Costa Rica is treffend genoemd als de “Rijke Kust”. De unieke geologische en biologische omstandigheden die in de landengte tussen Noord- en Zuid-Amerika zijn ontstaan, leveren botanische en dierlijke wonderen op die nergens anders op aarde te vinden zijn.
Costa Rica vormt een minuscuul kruispunt tussen twee continenten en twee oceanen. Deze unieke geografische situatie vormt een natuurlijk knelpunt van biodiversiteit en geografische extremen. Moeder natuur heeft een verbijsterende vijf procent van de biodiversiteit van de wereld in dit kleine land geperst, ongeveer ter grootte van Denemarken. Meer dan achthonderd soorten varens, duizend verschillende soorten orchideeën, tweeduizend soorten bomen en tweehonderd soorten zoogdieren worden in Costa Rica gevonden. En insecten! De insectendiversiteit van Costa Rica zou elke entomoloog doen blozen van opwinding. Met meer dan duizend soorten vlinders geïdentificeerd in Costa Rica, is het land de thuisbasis van een volle tien procent van de diversiteit van alle vlinders ter wereld.
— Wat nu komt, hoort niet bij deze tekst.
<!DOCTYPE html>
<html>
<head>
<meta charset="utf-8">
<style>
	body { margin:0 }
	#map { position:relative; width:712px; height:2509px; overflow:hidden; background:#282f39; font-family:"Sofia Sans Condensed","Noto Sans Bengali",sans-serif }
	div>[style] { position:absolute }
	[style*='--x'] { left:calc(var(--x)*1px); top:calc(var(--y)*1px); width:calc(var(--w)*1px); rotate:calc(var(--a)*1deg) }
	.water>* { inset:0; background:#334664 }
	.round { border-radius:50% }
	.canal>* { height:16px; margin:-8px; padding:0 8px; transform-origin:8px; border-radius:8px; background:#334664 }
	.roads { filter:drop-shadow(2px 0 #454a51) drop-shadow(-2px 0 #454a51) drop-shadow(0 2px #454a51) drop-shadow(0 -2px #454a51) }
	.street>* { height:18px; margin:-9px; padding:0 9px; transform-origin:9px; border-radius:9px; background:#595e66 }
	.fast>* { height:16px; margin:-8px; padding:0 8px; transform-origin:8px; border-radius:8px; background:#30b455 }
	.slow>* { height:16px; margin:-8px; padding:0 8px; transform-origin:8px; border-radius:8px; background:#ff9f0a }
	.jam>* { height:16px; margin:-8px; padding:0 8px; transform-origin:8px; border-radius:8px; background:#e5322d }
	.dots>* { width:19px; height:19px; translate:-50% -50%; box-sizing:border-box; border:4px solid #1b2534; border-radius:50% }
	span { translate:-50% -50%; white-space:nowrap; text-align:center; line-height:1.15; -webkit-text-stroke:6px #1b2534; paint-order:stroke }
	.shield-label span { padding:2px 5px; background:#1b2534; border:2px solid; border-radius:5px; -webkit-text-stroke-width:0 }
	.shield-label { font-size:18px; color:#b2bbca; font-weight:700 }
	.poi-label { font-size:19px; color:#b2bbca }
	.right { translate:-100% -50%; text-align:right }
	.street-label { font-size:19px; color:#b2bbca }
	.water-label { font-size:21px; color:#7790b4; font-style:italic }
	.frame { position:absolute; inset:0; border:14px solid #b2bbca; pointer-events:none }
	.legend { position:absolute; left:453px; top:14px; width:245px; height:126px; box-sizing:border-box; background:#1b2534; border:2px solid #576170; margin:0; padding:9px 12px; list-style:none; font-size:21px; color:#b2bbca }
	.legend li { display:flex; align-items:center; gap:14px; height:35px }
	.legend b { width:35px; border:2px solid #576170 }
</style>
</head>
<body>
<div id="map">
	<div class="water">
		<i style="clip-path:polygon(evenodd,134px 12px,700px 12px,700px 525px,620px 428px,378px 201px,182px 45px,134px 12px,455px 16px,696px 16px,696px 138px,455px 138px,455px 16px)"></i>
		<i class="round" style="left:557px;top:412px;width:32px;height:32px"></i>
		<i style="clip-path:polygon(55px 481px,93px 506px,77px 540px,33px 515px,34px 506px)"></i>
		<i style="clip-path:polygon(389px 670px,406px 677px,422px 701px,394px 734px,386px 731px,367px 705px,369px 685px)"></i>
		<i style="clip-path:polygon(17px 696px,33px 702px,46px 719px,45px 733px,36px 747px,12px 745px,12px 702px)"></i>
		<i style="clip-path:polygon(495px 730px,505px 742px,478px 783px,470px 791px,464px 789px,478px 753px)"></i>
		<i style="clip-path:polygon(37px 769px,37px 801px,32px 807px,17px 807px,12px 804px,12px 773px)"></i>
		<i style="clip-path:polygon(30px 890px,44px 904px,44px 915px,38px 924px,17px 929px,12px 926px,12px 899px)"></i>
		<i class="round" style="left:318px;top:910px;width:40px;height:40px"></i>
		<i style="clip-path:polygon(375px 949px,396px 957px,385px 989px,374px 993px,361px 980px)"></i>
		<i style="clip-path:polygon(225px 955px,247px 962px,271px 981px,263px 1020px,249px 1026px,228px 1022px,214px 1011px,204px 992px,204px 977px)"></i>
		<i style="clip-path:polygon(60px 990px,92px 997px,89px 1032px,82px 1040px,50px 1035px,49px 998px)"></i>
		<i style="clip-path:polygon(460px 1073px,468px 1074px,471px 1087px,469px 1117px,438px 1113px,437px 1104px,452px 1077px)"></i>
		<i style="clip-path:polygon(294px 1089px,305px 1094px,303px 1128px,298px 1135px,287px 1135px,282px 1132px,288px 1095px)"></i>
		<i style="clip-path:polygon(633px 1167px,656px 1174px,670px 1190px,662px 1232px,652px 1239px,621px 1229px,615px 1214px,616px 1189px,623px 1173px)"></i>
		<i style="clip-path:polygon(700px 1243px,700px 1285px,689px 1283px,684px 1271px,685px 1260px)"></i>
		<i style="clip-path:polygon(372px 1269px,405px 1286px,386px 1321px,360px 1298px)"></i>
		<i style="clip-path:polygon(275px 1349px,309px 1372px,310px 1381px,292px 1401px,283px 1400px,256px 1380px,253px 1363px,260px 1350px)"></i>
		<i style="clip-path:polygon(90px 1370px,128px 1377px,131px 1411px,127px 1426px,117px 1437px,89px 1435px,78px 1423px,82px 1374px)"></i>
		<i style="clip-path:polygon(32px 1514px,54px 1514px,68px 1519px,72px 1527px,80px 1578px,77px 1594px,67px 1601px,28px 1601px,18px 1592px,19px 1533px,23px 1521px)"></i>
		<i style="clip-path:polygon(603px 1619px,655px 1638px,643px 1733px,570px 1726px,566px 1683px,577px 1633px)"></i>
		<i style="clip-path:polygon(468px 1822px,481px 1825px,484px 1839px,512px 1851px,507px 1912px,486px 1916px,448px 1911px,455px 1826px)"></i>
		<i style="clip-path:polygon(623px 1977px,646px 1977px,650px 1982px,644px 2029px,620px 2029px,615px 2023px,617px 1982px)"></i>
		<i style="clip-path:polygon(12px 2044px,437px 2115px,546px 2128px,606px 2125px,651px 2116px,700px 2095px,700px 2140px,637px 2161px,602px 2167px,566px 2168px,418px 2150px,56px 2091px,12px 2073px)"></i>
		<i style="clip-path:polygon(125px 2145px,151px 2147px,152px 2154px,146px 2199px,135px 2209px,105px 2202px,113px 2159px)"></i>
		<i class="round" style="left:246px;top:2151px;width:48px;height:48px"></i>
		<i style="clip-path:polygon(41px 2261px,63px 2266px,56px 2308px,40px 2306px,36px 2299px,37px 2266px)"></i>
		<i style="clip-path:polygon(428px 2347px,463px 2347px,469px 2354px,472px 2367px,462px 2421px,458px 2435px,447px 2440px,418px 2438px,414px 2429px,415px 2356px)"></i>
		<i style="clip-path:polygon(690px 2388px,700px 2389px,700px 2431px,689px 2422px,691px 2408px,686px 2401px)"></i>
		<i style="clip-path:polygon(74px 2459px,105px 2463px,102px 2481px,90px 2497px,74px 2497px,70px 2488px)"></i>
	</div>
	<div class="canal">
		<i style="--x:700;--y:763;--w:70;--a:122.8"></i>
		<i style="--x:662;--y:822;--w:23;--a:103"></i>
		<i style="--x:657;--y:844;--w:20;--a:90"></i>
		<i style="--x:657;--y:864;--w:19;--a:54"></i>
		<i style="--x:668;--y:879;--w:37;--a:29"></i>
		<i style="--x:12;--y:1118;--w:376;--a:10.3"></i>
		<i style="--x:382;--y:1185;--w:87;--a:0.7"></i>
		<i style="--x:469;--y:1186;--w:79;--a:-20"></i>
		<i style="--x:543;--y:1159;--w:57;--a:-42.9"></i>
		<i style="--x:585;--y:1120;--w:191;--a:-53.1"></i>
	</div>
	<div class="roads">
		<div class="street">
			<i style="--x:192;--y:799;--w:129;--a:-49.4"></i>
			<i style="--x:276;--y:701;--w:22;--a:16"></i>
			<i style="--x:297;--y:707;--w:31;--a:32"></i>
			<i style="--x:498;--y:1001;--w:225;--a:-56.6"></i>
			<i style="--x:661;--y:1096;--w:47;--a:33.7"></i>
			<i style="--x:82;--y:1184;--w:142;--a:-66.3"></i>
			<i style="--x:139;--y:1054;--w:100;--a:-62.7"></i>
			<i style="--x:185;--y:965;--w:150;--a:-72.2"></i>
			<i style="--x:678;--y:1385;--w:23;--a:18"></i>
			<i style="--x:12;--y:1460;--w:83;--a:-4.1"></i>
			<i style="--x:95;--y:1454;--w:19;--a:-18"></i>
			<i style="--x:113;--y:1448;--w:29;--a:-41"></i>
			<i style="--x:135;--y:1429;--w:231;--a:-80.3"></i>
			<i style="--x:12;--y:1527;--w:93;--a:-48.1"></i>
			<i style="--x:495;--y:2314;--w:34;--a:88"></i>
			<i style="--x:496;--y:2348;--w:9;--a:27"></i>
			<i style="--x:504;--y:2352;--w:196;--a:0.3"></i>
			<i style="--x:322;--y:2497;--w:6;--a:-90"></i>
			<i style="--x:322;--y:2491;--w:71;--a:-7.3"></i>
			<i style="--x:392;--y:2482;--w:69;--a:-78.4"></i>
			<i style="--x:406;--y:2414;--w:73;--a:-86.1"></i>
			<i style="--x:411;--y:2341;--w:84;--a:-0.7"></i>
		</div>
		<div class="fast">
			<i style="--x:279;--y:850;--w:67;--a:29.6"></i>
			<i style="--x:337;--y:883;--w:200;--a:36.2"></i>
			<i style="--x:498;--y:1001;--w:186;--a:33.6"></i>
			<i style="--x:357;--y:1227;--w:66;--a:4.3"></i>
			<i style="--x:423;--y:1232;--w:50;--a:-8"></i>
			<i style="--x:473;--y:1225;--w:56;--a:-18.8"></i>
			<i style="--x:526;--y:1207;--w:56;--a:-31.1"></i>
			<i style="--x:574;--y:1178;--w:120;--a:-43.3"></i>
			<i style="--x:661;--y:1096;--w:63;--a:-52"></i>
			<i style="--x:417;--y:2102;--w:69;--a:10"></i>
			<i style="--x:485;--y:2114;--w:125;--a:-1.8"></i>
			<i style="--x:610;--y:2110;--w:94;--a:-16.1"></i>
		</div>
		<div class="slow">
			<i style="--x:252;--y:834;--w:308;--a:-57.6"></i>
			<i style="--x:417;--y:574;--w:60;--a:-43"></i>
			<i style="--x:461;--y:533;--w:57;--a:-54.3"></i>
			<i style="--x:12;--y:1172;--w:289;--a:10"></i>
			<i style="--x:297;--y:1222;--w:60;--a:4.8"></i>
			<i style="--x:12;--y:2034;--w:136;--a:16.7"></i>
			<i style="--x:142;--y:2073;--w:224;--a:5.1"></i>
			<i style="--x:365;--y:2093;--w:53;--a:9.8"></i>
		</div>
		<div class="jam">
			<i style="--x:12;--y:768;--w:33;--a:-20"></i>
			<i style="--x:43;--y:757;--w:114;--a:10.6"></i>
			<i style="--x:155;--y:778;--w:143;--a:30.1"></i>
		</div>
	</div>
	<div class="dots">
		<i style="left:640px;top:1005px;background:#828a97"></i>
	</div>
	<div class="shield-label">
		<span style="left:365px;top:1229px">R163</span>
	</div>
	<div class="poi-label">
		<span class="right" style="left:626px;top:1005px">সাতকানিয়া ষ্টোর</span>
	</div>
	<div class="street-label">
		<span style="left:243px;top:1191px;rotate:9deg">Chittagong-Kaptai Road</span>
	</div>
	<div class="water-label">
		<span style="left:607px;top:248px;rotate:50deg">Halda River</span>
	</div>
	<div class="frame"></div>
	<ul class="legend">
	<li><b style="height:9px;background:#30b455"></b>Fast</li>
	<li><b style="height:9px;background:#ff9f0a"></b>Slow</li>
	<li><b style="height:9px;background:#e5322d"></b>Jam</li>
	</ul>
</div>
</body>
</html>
Er zijn vijf belangrijke geografische gebieden in Costa Rica, de tropische laaglanden (Pacifische en Caribische kust), het noorden centrale vlaktes, de centrale vallei, en het noordwesten schiereiland. De politieke indeling bestaat uit zeven provincies: Guanacaste, Alajuela, Heredia, Limon, Cartago, San José en Puntarenas. Bijna alle provincies omvatten rivieren, bergen, valleien en vulkanen.
De temperatuur varieert voornamelijk volgens de hoogte, waarbij hoger gelegen gebieden koelere temperaturen ontvangen, met zeer weinig temperatuurextremen in een deel van Costa Rica. Het regenseizoen duurt over het algemeen van mei tot november, en het droge seizoen van februari tot april. Costa Rica’s regen valt voornamelijk op de Caribische kust, waardoor de Pacific een veel meer droog klimaat heeft.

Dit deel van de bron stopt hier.